Within the data that follows, set down exactly the lines from the one containing "168,733 L 461,756" through the one containing "<button>+</button>", both ends included.

(Input data begins)

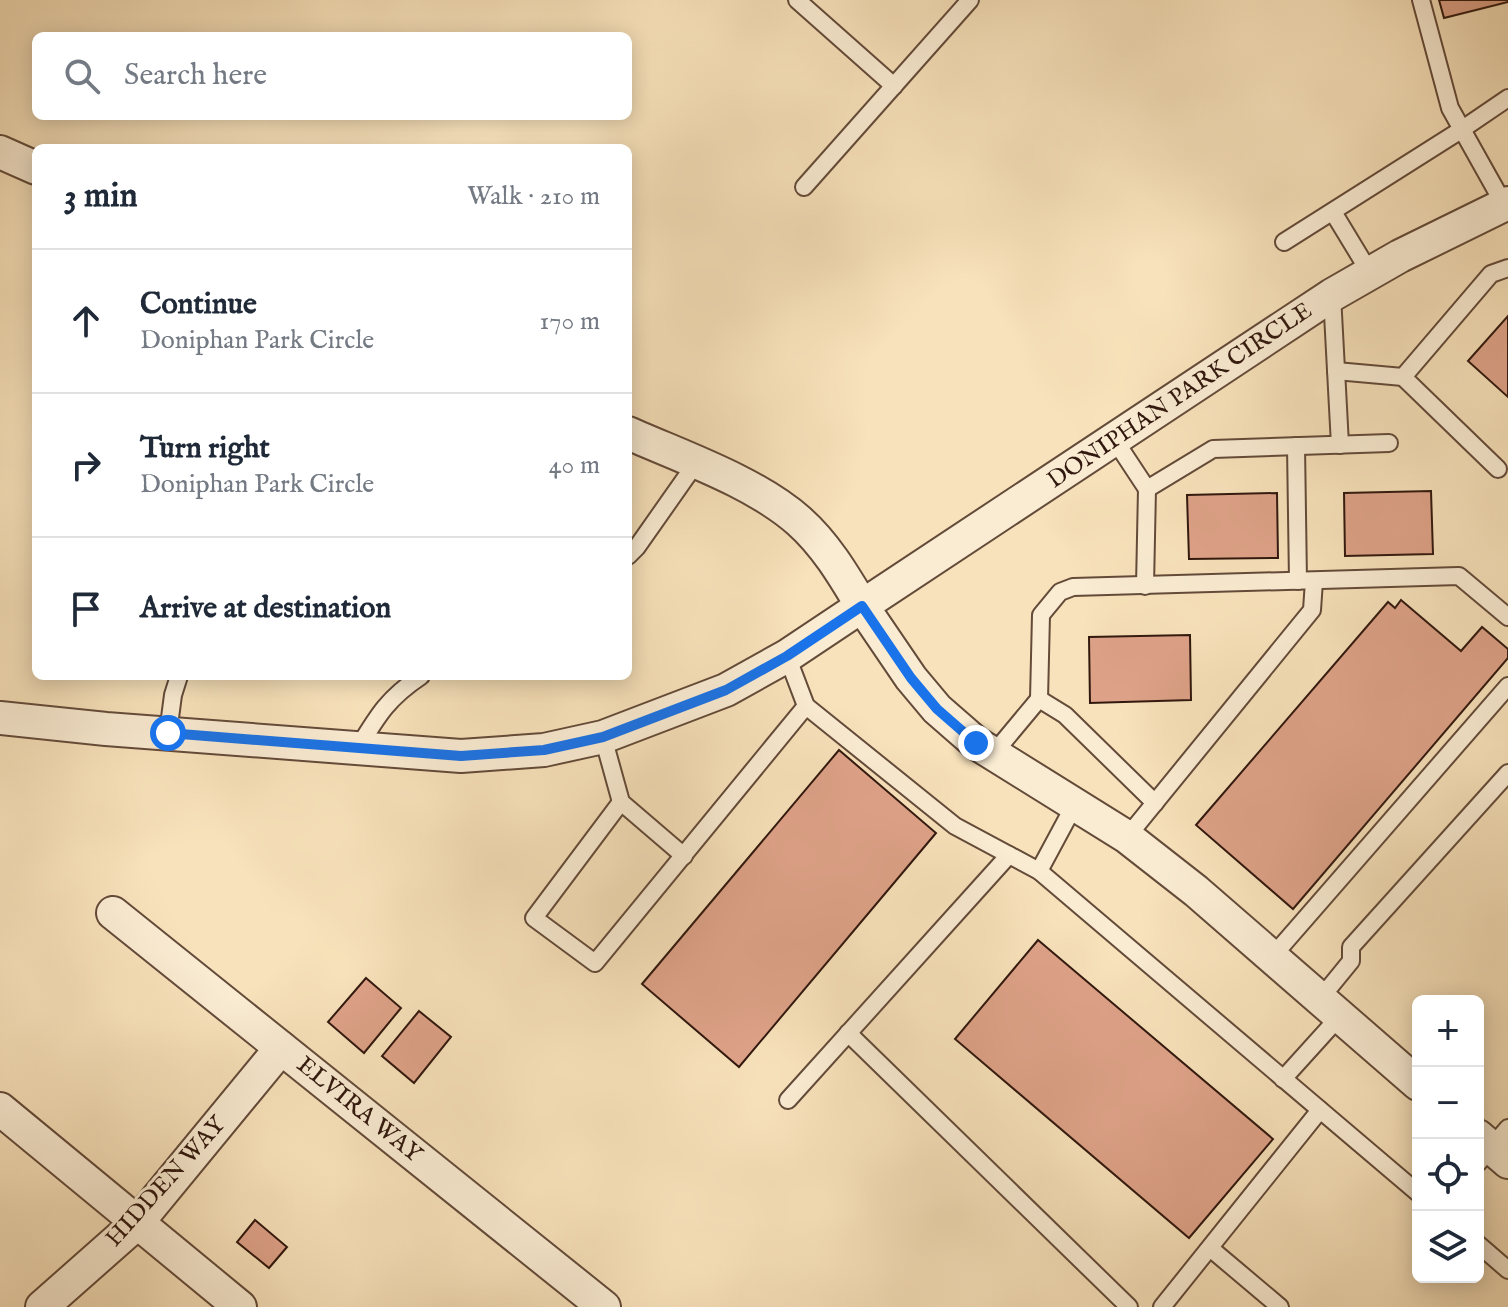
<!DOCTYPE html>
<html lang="en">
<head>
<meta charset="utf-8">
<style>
	:root { --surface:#fff; --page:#f6f6f7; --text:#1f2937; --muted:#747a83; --line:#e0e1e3 }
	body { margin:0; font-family:"IM FELL English",serif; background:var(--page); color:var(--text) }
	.controls { position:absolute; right:24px; bottom:24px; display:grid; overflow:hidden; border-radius:12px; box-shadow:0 4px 20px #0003 }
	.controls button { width:72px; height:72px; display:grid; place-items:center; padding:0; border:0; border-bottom:2px solid var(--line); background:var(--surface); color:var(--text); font:40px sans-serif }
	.stop { position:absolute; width:24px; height:24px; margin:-18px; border:6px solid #1a73e8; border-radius:50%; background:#fff }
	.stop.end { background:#1a73e8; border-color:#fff; box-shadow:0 2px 8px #0008 }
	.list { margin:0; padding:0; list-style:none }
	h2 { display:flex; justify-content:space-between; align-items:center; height:104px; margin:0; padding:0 32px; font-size:34px }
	h2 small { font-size:26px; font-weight:400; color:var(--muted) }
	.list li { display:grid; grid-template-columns:52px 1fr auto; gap:24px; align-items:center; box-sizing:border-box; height:144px; padding:0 32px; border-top:2px solid var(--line) }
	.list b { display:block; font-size:30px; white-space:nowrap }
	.list p { margin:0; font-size:26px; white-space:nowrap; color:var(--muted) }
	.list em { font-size:26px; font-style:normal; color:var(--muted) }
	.icon { flex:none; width:44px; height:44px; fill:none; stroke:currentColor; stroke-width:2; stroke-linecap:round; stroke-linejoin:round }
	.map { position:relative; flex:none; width:1508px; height:1307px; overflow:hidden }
	.search { position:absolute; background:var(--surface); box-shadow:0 4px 20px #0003; left:32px; top:32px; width:600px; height:88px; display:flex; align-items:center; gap:20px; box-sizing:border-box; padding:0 28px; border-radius:12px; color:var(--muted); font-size:30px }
	.panel { position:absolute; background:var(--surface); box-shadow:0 4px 20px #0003; left:32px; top:144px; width:600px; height:536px; border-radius:12px }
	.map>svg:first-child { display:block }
	.building { fill:#dea288; stroke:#31180e; stroke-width:2 }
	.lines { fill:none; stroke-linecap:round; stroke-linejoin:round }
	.lane-casing { stroke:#634a39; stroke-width:20 }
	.street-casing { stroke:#634a39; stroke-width:36 }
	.lane { stroke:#faecd3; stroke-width:16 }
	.street { stroke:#faecd3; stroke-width:32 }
	.route { stroke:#1a73e8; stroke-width:10 }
	.labels { text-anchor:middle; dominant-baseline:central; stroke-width:6; stroke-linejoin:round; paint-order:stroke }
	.street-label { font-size:24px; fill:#31180e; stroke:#faecd3 }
</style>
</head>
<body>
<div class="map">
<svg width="1508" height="1307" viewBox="0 0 1508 1307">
	<rect width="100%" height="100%" fill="#f8e2bb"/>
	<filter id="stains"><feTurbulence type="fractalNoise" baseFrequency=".0025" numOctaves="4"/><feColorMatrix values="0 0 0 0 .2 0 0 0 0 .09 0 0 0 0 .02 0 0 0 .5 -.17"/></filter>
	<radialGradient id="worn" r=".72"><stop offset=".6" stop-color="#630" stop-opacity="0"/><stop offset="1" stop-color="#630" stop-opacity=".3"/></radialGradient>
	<g class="building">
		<path d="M 1439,0 L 1508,0 L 1508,2 L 1444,18 Z"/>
		<path d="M 1508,316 L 1508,397 L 1468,361 Z"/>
		<path d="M 1431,491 L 1433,554 L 1345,556 L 1344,493 Z"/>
		<path d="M 1277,493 L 1278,558 L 1189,559 L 1187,495 Z"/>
		<path d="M 1401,600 L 1461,651 L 1482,627 L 1508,649 L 1508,658 L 1293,909 L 1196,825 L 1388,602 L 1395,608 Z"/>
		<path d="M 1190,635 L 1191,700 L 1090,703 L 1089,637 Z"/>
		<path d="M 839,750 L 936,833 L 739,1067 L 642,984 Z"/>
		<path d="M 1038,940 L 1273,1139 L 1189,1238 L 955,1039 Z"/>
		<path d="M 366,978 L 401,1008 L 364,1053 L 328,1022 Z"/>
		<path d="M 419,1011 L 451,1037 L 414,1083 L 382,1056 Z"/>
		<path d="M 255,1220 L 287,1247 L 269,1268 L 237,1242 Z"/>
	</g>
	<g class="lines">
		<g class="lane-casing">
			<g id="lane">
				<path d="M 797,0 L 894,86"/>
				<path d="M 1421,0 L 1450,108 L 1506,208"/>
				<path d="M 804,187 L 970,0"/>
				<path d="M 1333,212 L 1370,273"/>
				<path d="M 1284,242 L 1461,130 L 1508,98"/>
				<path d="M 1332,295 L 1340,445"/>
				<path d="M 1336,371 L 1403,377"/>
				<path d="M 1114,439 L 1147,489"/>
				<path d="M 1296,446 L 1298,581"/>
				<path d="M 1498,469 L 1403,377 L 1491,274 L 1508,268"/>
				<path d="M 628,556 L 637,547 L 696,463"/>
				<path d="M 1145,586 L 1147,489 L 1213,449 L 1389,443"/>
				<path d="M 787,656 L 806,706 L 955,826 L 1039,871 L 1418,1193"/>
				<path d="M 1039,699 L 1041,615 L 1060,592 L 1073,587 L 1459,576 L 1508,617"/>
				<path d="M 168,733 L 173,695 L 179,676"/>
				<path d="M 603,737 L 621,802 L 684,856"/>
				<path d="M 358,748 C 378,715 388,698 421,676"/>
				<path d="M 994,753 L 1039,699 L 1065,715 L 1155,803"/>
				<path d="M 621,802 L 534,918 L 595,963 L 806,706"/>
				<path d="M 1127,837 L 1312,610 L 1314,581"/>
				<path d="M 1039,871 L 1075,804"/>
				<path d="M 1272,957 L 1508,686"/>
				<path d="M 1320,999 L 1351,961 L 1351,947 L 1508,773"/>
				<path d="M 848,1033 L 1129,1307"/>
				<path d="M 1283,1079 L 1340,1016"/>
				<path d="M 788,1100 L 1009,855"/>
				<path d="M 1478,1163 L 1508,1128"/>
				<path d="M 1478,1244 L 1508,1270"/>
				<path d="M 1210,1248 L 1280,1307"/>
				<path d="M 1162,1307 L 1320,1110"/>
			</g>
		</g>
		<g class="street-casing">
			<g id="street">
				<path d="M 0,152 L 36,168"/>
				<path d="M 0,718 L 106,729 L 461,756 L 544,750 L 603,737 L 726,690 L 787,656 L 862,606 C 844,576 826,545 799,521 C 755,482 682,457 628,433"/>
				<path d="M 113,913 L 604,1307"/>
				<path d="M 1418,1084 L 1196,891 L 1127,837 L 976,743 L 937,709 L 911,678 L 862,606 L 1332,295 L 1400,256 L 1508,203"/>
				<path d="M 0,1109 L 240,1307"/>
				<path d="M 1478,1136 L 1508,1162"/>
				<path d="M 42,1307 L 137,1223 L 281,1048"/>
			</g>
		</g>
		<use href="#lane" class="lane"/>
		<use href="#street" class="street"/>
	</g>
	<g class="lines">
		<path class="route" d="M 168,733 L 461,756 L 544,750 L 603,737 L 726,690 L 787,656 L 862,606 L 911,678 L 937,709 L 976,743"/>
	</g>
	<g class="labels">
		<g class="street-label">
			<text transform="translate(1180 396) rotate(-34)">DONIPHAN PARK CIRCLE</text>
			<text transform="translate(359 1110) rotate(39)">ELVIRA WAY</text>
			<text transform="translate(166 1182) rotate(-48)">HIDDEN WAY</text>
		</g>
	</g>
	<rect width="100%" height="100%" filter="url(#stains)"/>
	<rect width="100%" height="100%" fill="url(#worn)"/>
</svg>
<div class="controls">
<button>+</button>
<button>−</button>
<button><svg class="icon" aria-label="locate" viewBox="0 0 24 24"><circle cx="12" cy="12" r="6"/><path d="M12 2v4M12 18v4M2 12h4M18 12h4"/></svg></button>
<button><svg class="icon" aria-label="layers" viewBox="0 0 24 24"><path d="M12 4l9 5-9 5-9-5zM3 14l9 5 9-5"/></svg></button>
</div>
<div class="stop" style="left:168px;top:733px"></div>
<div class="stop end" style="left:976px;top:743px"></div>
<div class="search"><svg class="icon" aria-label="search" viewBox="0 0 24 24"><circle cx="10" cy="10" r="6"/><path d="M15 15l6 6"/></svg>Search here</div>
<section class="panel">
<h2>3 min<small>Walk · 210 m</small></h2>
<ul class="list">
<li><svg class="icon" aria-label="ahead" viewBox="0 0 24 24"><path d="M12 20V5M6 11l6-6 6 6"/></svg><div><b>Continue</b><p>Doniphan Park Circle</p></div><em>170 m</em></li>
<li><svg class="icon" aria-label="right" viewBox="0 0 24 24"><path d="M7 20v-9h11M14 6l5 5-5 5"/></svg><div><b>Turn right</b><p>Doniphan Park Circle</p></div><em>40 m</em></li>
<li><svg class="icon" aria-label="arrive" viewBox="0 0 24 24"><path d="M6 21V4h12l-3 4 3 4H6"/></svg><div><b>Arrive at destination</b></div></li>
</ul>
</section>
</div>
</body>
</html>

(Input data ends)

Task solution:
		<path class="route" d="M 168,733 L 461,756 L 544,750 L 603,737 L 726,690 L 787,656 L 862,606 L 911,678 L 937,709 L 976,743"/>
	</g>
	<g class="labels">
		<g class="street-label">
			<text transform="translate(1180 396) rotate(-34)">DONIPHAN PARK CIRCLE</text>
			<text transform="translate(359 1110) rotate(39)">ELVIRA WAY</text>
			<text transform="translate(166 1182) rotate(-48)">HIDDEN WAY</text>
		</g>
	</g>
	<rect width="100%" height="100%" filter="url(#stains)"/>
	<rect width="100%" height="100%" fill="url(#worn)"/>
</svg>
<div class="controls">
<button>+</button>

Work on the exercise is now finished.